Christos Doulkeridis est ministre-président de la Cocof (institution des Bruxellois francophones) et secrétaire d’État (logement, services d’urgence). Il a accepté de parler de la Grèce, où réside sa famille et des amis qu’il va voir régulièrement.

– La profonde crise de la Grèce vous a surpris ?
– Non. La Belgique peut vivre 500 jours sans gouvernement parce qu’il y a un État. La Grèce a un gouvernement, mais pas d’État. Il n’y a pas d’administrations indépendantes, fonctionnelles, qui défendent l’intérêt général. Par corollaire, la justice sociale fait défaut. À cela s’ajoute une culture de la surconsommation. Les particuliers et les collectivités s’endettent au carré ou au cube. Ils y sont encouragés. Ça fait des années que je dis que cette situation, entretenue par les deux grands partis Pasok et Nouvelle Démocratie, va dans le mur.

– Il y a donc une responsabilité collective des Grecs ? Ils ont voté pour ces partis et profité du système…
– Il y a une responsabilité de ceux qui ont eu en charge le pays et qui ont, notamment, maquillé les comptes. Je ne suis pas d’accord qu’on mette tout un peuple au pilori. Certains ont profité, c’est vrai. Dans la fonction publique, l’armée ou la police, le clientélisme a surprotégé des gens, pensionnés à 45 ans. C’est surréaliste ! Mais la plupart des Grecs n’ont pas profité. Je peux vous assurer que beaucoup d’entre eux travaillent énormément, ont deux ou trois jobs pour s’en sortir. La protection sociale est faible. Les soins de santé sont très chers…

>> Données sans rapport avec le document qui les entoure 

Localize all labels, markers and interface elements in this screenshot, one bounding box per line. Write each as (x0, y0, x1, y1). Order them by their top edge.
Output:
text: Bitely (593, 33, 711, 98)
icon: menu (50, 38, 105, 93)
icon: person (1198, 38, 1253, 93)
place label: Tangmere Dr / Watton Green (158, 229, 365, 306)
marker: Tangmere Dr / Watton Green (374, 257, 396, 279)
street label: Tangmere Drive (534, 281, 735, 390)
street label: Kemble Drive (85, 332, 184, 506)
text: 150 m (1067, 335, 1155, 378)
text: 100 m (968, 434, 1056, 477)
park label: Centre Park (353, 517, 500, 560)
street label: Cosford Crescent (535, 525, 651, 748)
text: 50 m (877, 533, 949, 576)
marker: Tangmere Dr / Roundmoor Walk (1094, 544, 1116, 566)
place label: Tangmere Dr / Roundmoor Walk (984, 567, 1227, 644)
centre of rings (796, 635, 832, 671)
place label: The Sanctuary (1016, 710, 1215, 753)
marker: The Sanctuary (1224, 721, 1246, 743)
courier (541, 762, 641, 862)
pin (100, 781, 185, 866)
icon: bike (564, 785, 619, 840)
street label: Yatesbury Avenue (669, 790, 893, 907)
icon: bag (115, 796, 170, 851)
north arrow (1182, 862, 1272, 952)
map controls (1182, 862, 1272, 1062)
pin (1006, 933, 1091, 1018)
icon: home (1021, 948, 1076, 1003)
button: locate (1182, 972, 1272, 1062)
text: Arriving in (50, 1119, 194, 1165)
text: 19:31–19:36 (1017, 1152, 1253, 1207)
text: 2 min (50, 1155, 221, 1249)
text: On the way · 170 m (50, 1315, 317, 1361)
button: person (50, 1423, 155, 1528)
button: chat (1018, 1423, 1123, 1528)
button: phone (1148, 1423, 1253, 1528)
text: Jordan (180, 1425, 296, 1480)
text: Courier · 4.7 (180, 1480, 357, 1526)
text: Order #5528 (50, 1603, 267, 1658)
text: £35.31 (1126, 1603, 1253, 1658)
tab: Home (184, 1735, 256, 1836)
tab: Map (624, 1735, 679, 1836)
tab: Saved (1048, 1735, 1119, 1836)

– L’image du pays du sud où on se la coule douce, c’est faux ?
– Écoutez, j’ai été choqué de voir les caricatures publiées dans des médias sérieux. J’ai lu les dix raisons pour lesquelles les Grecs sont dans la m… : ils sont fainéants, voleurs, profiteurs, mauvais gestionnaires… Ils ont des piscines et ne paient pas d’impôts. C’est un discours raciste. Et je suis scandalisé que des responsables politiques aient, avec une extraordinaire arrogance, cautionné ce genre de discours. C’est une rupture.

– Rupture par rapport à quoi ?
– Moi, je suis un grand partisan de l’Europe. Elle a été créée pour éviter la guerre par l’amitié et la collaboration entre les peuples, pour assurer la prospérité de tous. La suffisance du couple Merkel-Sarkozy, les insultes allemandes, britanniques et même françaises, c’est la négation de cet idéal créateur. On revient 50 ans en arrière.

– Il fallait quand même mettre la pression sur la Grèce pour qu’elle opère des réformes…
– Bien sûr qu’il y a des choses qui devaient et qui doivent changer dans le pays. Mais stigmatiser de cette façon-là un peuple est aussi un moyen de protéger le système qui a abouti à cette situation. La stratégie de ceux qui prétendent guider la sortie de crise permet aux responsables de rester à la manœuvre. Il y a un souci légitime de la continuité de l’État, mais cela couvre l’absence de remise en cause d’un cadre financier qui a dérapé. La Grèce pourrait dénoncer des emprunts qu’elle a été obligée de souscrire dans des conditions inacceptables. On ne tire pas les vraies leçons de la crise.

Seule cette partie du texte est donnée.